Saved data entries
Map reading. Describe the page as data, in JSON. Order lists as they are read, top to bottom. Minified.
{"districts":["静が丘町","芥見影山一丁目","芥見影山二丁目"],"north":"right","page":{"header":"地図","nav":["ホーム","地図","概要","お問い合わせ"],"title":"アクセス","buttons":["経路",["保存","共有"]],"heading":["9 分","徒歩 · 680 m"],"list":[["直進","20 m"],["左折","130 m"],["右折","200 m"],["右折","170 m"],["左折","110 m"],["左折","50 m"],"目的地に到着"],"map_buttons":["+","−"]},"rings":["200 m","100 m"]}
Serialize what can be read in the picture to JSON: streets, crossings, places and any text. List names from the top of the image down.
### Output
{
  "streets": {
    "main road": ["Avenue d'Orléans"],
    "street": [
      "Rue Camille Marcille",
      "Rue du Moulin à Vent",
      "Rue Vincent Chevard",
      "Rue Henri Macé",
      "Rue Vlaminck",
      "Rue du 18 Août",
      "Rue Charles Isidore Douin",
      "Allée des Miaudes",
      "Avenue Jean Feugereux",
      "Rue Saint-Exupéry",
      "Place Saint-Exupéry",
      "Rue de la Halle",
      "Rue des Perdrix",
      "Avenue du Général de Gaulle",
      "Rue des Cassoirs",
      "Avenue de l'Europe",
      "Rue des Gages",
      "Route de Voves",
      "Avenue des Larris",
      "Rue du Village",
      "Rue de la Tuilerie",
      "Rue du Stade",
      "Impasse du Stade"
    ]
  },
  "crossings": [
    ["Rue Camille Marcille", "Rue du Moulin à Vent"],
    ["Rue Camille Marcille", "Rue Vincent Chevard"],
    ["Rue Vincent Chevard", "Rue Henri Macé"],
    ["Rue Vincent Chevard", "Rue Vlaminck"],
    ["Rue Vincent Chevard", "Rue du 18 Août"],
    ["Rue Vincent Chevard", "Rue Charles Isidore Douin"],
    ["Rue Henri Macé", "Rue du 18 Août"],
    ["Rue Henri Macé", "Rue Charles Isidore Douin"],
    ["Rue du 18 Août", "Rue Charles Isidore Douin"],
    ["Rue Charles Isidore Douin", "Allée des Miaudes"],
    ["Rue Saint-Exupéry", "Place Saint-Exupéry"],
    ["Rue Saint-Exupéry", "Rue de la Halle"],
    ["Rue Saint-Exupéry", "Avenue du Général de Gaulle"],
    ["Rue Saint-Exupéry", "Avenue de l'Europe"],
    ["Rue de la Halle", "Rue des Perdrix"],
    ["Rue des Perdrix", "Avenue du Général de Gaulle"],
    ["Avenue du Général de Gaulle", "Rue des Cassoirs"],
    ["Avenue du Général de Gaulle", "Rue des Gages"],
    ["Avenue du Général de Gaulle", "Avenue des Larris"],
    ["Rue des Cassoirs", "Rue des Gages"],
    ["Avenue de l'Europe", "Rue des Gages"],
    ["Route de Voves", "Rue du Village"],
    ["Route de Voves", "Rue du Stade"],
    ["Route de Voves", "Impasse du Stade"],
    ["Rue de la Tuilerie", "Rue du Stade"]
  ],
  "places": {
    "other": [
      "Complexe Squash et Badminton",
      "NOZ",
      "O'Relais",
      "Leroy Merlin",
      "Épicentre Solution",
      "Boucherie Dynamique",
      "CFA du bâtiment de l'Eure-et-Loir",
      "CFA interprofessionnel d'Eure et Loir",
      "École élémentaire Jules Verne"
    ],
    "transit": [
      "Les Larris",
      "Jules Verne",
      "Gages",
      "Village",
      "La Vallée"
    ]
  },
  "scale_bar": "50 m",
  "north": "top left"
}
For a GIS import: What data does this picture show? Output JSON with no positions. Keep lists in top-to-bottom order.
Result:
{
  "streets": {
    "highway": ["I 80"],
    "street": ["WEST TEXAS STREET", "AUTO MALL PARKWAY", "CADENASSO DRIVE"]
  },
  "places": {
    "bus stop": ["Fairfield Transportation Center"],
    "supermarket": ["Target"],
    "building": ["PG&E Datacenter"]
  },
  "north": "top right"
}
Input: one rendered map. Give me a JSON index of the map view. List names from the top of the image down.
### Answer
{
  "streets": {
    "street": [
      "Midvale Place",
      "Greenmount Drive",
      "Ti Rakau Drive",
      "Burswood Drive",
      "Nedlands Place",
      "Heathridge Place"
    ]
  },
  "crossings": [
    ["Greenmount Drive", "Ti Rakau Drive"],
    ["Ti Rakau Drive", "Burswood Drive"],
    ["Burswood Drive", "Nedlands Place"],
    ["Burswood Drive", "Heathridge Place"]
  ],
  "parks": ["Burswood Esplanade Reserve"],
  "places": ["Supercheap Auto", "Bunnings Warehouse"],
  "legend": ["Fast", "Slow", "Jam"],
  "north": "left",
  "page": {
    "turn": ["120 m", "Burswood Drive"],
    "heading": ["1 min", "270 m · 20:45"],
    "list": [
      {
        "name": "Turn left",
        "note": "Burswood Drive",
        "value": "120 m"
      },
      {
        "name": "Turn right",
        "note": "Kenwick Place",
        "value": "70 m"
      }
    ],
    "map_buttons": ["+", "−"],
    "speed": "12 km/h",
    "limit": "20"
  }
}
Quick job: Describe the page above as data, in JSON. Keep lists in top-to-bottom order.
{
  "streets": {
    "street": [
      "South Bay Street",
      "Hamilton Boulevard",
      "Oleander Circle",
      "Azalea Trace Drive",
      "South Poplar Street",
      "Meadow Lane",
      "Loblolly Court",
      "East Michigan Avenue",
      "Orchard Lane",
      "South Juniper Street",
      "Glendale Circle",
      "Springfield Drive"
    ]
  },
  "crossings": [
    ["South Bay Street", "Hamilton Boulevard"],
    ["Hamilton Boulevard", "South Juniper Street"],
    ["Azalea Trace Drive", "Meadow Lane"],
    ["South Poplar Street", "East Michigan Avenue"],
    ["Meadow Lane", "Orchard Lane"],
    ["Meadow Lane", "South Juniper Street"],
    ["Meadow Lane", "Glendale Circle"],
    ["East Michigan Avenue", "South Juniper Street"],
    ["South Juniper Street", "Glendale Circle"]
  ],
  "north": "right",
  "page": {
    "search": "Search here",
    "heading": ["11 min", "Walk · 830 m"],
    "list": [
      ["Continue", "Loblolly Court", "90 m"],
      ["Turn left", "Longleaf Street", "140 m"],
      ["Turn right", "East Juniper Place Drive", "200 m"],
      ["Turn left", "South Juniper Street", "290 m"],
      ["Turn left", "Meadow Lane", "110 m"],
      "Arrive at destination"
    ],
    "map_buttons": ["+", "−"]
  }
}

__WHAT YOU SHOULD DO__: The answer must consist of every line in the records above that contains the word "Verne".

__RESPONSE__:
      "École élémentaire Jules Verne"
      "Jules Verne",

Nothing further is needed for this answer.